[Opening GIVEN RECORDS section]

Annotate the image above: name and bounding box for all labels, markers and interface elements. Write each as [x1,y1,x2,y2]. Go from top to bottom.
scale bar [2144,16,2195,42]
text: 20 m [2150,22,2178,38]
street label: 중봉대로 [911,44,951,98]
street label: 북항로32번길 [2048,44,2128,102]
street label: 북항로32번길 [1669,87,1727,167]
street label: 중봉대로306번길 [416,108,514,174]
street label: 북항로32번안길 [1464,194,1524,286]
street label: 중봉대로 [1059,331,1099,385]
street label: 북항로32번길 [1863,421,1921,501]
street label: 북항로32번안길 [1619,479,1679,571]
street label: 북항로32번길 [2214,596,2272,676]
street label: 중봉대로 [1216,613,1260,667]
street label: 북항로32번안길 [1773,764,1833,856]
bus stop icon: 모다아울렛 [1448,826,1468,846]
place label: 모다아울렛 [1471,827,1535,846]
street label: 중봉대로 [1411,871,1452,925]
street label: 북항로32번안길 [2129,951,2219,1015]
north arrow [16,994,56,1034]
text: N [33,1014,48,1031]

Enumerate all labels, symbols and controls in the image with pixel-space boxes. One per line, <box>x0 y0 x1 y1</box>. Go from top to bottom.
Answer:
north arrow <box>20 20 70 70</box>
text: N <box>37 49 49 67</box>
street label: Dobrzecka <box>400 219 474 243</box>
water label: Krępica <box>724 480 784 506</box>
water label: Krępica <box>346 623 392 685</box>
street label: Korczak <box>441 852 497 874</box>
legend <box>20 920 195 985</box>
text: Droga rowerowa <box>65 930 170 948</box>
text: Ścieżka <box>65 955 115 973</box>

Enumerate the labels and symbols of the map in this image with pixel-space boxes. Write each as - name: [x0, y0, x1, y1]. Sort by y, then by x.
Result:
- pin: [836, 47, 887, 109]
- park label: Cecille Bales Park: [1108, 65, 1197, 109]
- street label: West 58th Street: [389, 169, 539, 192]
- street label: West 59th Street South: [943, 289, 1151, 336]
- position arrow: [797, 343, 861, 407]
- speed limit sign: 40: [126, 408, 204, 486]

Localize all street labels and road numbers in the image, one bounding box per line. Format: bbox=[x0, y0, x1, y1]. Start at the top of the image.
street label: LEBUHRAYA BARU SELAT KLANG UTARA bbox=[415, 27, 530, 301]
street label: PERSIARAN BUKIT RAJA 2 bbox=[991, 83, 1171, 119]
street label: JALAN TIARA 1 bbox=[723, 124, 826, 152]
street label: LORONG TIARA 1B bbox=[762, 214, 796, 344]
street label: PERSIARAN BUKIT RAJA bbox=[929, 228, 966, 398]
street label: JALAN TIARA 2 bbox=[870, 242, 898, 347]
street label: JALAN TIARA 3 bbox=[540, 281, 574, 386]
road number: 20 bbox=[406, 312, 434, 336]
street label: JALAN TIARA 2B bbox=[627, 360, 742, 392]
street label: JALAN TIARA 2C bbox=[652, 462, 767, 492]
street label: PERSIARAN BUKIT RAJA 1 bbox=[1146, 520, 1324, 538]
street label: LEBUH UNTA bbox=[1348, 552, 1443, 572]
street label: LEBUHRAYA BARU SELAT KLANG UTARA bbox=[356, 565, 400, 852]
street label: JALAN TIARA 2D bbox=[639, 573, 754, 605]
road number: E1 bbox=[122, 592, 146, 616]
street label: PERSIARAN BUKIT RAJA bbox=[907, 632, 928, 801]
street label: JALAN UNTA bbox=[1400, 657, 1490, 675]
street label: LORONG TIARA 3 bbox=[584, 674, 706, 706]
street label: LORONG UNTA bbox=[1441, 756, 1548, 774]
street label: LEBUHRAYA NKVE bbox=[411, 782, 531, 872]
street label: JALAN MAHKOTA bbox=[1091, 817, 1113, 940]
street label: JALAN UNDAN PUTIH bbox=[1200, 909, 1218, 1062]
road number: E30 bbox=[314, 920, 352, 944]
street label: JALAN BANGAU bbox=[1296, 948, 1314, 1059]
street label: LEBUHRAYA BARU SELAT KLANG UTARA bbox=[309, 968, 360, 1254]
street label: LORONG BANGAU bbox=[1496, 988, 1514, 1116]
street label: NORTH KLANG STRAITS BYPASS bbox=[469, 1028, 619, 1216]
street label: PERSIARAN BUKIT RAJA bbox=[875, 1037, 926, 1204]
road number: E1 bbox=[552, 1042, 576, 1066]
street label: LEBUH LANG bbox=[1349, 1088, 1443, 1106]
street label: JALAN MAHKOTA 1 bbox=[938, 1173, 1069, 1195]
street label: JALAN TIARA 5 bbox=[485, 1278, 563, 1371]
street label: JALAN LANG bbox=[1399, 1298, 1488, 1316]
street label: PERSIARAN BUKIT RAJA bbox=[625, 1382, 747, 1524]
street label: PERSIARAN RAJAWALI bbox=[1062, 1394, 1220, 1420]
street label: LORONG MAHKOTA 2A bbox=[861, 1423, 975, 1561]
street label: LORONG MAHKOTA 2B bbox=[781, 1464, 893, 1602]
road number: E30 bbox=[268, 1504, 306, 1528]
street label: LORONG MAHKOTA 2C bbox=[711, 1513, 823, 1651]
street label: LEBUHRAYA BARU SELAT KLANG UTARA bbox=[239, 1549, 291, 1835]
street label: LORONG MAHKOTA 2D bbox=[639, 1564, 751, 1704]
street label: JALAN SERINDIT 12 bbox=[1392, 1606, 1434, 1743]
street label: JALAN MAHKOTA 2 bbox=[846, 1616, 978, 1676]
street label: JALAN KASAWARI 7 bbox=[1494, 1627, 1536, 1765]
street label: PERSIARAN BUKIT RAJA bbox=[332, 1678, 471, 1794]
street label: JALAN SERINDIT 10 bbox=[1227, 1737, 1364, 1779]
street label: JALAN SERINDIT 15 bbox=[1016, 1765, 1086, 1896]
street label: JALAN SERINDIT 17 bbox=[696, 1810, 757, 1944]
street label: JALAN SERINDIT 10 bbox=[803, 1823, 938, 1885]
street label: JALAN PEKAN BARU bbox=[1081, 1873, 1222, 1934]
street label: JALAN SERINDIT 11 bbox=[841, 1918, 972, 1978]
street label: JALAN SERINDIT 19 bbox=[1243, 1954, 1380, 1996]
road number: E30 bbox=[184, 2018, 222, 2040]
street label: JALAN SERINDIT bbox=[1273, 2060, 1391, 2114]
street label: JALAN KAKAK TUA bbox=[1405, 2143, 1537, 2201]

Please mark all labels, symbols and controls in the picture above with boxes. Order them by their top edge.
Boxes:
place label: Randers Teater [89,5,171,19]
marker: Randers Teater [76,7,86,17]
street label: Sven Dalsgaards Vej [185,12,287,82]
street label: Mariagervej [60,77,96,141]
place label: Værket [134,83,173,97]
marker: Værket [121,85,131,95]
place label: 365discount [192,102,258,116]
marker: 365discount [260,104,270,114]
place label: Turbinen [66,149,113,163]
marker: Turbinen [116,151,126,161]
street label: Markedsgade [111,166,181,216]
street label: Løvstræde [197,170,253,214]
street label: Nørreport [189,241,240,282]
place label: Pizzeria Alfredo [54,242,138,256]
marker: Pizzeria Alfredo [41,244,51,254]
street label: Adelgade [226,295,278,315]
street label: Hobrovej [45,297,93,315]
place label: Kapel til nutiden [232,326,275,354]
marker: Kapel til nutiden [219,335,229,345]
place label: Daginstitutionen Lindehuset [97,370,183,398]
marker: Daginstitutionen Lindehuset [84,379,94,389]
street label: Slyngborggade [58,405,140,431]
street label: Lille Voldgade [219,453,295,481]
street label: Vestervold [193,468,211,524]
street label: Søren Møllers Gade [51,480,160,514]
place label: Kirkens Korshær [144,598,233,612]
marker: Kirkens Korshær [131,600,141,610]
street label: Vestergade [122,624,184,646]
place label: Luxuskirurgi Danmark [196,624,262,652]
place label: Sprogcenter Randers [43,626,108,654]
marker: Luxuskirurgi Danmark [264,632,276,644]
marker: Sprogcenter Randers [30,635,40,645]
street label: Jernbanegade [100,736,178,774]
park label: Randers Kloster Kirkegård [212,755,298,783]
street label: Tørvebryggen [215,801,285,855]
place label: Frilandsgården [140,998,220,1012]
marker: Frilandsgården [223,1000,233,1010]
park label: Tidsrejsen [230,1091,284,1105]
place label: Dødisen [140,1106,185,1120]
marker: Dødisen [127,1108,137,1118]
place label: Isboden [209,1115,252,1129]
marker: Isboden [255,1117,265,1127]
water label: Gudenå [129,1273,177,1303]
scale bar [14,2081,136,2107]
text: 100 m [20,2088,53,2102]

[Closing GIVEN RECORDS section]

:: HOW TO COMPLETE THIS TASK ::
Wherever the string "park" occurs in the entries, copy that whole line.

:: TASK ANSWER ::
- park label: Cecille Bales Park: [1108, 65, 1197, 109]
park label: Randers Kloster Kirkegård [212,755,298,783]
park label: Tidsrejsen [230,1091,284,1105]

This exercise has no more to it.